*Problem to solve*.
Each record is to be printed exactly as given, down to the last mark.

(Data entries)
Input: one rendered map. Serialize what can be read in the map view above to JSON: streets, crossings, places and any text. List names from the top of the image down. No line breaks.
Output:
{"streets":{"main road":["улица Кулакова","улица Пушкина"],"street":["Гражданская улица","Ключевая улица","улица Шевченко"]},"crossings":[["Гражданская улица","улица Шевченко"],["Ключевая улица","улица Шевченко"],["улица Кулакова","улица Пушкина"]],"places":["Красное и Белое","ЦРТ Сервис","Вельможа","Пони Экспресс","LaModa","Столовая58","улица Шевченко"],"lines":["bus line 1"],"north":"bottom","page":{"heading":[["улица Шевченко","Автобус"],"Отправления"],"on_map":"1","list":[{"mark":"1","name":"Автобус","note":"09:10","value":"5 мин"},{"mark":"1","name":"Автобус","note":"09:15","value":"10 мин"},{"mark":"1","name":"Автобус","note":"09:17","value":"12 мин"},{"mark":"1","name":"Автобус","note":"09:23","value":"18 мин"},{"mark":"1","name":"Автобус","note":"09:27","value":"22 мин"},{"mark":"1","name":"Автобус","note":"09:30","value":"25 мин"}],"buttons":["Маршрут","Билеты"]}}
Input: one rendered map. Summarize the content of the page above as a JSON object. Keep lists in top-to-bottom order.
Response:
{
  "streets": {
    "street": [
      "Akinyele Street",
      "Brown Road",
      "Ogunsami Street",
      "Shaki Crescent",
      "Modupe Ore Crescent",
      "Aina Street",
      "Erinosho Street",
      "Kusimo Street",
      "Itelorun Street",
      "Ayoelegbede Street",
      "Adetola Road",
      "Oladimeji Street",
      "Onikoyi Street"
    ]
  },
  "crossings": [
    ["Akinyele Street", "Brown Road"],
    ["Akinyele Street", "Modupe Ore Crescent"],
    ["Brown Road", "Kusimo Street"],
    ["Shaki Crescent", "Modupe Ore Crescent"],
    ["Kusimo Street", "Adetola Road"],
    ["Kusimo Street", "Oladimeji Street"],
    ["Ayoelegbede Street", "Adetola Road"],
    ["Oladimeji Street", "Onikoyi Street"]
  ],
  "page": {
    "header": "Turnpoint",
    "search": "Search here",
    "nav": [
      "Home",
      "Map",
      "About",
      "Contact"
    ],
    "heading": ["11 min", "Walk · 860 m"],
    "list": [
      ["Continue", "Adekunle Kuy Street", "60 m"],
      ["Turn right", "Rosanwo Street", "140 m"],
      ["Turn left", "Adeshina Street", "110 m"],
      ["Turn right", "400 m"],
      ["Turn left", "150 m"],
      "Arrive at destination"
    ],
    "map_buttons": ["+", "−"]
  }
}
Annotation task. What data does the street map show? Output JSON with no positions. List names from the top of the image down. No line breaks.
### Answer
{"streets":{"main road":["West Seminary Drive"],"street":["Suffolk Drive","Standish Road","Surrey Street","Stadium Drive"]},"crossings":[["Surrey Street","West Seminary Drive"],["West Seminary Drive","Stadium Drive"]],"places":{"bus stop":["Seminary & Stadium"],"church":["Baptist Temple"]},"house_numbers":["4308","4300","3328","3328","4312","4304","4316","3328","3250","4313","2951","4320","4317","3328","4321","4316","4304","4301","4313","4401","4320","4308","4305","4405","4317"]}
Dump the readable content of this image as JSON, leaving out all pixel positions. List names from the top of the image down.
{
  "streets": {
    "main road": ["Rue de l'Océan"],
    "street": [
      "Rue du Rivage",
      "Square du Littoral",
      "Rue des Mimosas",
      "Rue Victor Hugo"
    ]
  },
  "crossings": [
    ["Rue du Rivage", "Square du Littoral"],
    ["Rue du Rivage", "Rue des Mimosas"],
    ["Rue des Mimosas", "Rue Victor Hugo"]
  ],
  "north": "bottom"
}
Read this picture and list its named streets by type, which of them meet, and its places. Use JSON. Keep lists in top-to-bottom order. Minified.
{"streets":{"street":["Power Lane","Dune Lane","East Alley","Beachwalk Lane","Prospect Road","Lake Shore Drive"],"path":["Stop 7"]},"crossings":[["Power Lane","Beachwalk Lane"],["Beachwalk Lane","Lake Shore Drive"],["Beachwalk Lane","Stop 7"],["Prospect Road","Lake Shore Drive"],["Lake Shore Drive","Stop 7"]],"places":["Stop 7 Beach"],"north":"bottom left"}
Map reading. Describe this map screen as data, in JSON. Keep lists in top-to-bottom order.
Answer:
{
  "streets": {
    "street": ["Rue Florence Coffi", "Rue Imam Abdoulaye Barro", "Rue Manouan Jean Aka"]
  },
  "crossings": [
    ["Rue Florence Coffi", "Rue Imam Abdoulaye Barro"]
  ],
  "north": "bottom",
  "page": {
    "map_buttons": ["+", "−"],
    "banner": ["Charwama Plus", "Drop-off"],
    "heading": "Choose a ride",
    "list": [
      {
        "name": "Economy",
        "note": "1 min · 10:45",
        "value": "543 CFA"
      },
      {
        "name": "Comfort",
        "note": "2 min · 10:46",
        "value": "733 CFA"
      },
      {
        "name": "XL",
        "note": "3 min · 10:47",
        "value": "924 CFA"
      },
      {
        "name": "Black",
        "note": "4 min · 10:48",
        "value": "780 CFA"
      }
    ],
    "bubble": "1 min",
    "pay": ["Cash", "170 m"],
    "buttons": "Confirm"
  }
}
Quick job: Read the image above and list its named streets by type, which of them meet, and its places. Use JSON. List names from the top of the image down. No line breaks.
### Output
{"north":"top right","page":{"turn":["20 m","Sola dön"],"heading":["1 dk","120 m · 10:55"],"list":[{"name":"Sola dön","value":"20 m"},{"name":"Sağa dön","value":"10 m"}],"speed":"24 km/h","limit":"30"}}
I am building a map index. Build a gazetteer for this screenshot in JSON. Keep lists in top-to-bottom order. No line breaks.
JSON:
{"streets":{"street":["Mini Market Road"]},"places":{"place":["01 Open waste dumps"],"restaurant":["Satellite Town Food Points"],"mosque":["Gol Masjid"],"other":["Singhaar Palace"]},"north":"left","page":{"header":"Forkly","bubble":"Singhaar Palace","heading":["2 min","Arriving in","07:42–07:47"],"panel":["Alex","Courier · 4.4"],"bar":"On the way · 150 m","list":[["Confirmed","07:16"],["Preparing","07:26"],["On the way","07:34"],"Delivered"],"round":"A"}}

*Result*.
Input: one rendered map. Serialize what can be read in the map view above to JSON: streets, crossings, places and any text. List names from the top of the image down. No line breaks.
Output:
{"streets":{"main road":["улица Кулакова","улица Пушкина"],"street":["Гражданская улица","Ключевая улица","улица Шевченко"]},"crossings":[["Гражданская улица","улица Шевченко"],["Ключевая улица","улица Шевченко"],["улица Кулакова","улица Пушкина"]],"places":["Красное и Белое","ЦРТ Сервис","Вельможа","Пони Экспресс","LaModa","Столовая58","улица Шевченко"],"lines":["bus line 1"],"north":"bottom","page":{"heading":[["улица Шевченко","Автобус"],"Отправления"],"on_map":"1","list":[{"mark":"1","name":"Автобус","note":"09:10","value":"5 мин"},{"mark":"1","name":"Автобус","note":"09:15","value":"10 мин"},{"mark":"1","name":"Автобус","note":"09:17","value":"12 мин"},{"mark":"1","name":"Автобус","note":"09:23","value":"18 мин"},{"mark":"1","name":"Автобус","note":"09:27","value":"22 мин"},{"mark":"1","name":"Автобус","note":"09:30","value":"25 мин"}],"buttons":["Маршрут","Билеты"]}}
Input: one rendered map. Summarize the content of the page above as a JSON object. Keep lists in top-to-bottom order.
Response:
{
  "streets": {
    "street": [
      "Akinyele Street",
      "Brown Road",
      "Ogunsami Street",
      "Shaki Crescent",
      "Modupe Ore Crescent",
      "Aina Street",
      "Erinosho Street",
      "Kusimo Street",
      "Itelorun Street",
      "Ayoelegbede Street",
      "Adetola Road",
      "Oladimeji Street",
      "Onikoyi Street"
    ]
  },
  "crossings": [
    ["Akinyele Street", "Brown Road"],
    ["Akinyele Street", "Modupe Ore Crescent"],
    ["Brown Road", "Kusimo Street"],
    ["Shaki Crescent", "Modupe Ore Crescent"],
    ["Kusimo Street", "Adetola Road"],
    ["Kusimo Street", "Oladimeji Street"],
    ["Ayoelegbede Street", "Adetola Road"],
    ["Oladimeji Street", "Onikoyi Street"]
  ],
  "page": {
    "header": "Turnpoint",
    "search": "Search here",
    "nav": [
      "Home",
      "Map",
      "About",
      "Contact"
    ],
    "heading": ["11 min", "Walk · 860 m"],
    "list": [
      ["Continue", "Adekunle Kuy Street", "60 m"],
      ["Turn right", "Rosanwo Street", "140 m"],
      ["Turn left", "Adeshina Street", "110 m"],
      ["Turn right", "400 m"],
      ["Turn left", "150 m"],
      "Arrive at destination"
    ],
    "map_buttons": ["+", "−"]
  }
}
Annotation task. What data does the street map show? Output JSON with no positions. List names from the top of the image down. No line breaks.
### Answer
{"streets":{"main road":["West Seminary Drive"],"street":["Suffolk Drive","Standish Road","Surrey Street","Stadium Drive"]},"crossings":[["Surrey Street","West Seminary Drive"],["West Seminary Drive","Stadium Drive"]],"places":{"bus stop":["Seminary & Stadium"],"church":["Baptist Temple"]},"house_numbers":["4308","4300","3328","3328","4312","4304","4316","3328","3250","4313","2951","4320","4317","3328","4321","4316","4304","4301","4313","4401","4320","4308","4305","4405","4317"]}
Dump the readable content of this image as JSON, leaving out all pixel positions. List names from the top of the image down.
{
  "streets": {
    "main road": ["Rue de l'Océan"],
    "street": [
      "Rue du Rivage",
      "Square du Littoral",
      "Rue des Mimosas",
      "Rue Victor Hugo"
    ]
  },
  "crossings": [
    ["Rue du Rivage", "Square du Littoral"],
    ["Rue du Rivage", "Rue des Mimosas"],
    ["Rue des Mimosas", "Rue Victor Hugo"]
  ],
  "north": "bottom"
}
Read this picture and list its named streets by type, which of them meet, and its places. Use JSON. Keep lists in top-to-bottom order. Minified.
{"streets":{"street":["Power Lane","Dune Lane","East Alley","Beachwalk Lane","Prospect Road","Lake Shore Drive"],"path":["Stop 7"]},"crossings":[["Power Lane","Beachwalk Lane"],["Beachwalk Lane","Lake Shore Drive"],["Beachwalk Lane","Stop 7"],["Prospect Road","Lake Shore Drive"],["Lake Shore Drive","Stop 7"]],"places":["Stop 7 Beach"],"north":"bottom left"}
Map reading. Describe this map screen as data, in JSON. Keep lists in top-to-bottom order.
Answer:
{
  "streets": {
    "street": ["Rue Florence Coffi", "Rue Imam Abdoulaye Barro", "Rue Manouan Jean Aka"]
  },
  "crossings": [
    ["Rue Florence Coffi", "Rue Imam Abdoulaye Barro"]
  ],
  "north": "bottom",
  "page": {
    "map_buttons": ["+", "−"],
    "banner": ["Charwama Plus", "Drop-off"],
    "heading": "Choose a ride",
    "list": [
      {
        "name": "Economy",
        "note": "1 min · 10:45",
        "value": "543 CFA"
      },
      {
        "name": "Comfort",
        "note": "2 min · 10:46",
        "value": "733 CFA"
      },
      {
        "name": "XL",
        "note": "3 min · 10:47",
        "value": "924 CFA"
      },
      {
        "name": "Black",
        "note": "4 min · 10:48",
        "value": "780 CFA"
      }
    ],
    "bubble": "1 min",
    "pay": ["Cash", "170 m"],
    "buttons": "Confirm"
  }
}
Quick job: Read the image above and list its named streets by type, which of them meet, and its places. Use JSON. List names from the top of the image down. No line breaks.
### Output
{"north":"top right","page":{"turn":["20 m","Sola dön"],"heading":["1 dk","120 m · 10:55"],"list":[{"name":"Sola dön","value":"20 m"},{"name":"Sağa dön","value":"10 m"}],"speed":"24 km/h","limit":"30"}}
I am building a map index. Build a gazetteer for this screenshot in JSON. Keep lists in top-to-bottom order. No line breaks.
JSON:
{"streets":{"street":["Mini Market Road"]},"places":{"place":["01 Open waste dumps"],"restaurant":["Satellite Town Food Points"],"mosque":["Gol Masjid"],"other":["Singhaar Palace"]},"north":"left","page":{"header":"Forkly","bubble":"Singhaar Palace","heading":["2 min","Arriving in","07:42–07:47"],"panel":["Alex","Courier · 4.4"],"bar":"On the way · 150 m","list":[["Confirmed","07:16"],["Preparing","07:26"],["On the way","07:34"],"Delivered"],"round":"A"}}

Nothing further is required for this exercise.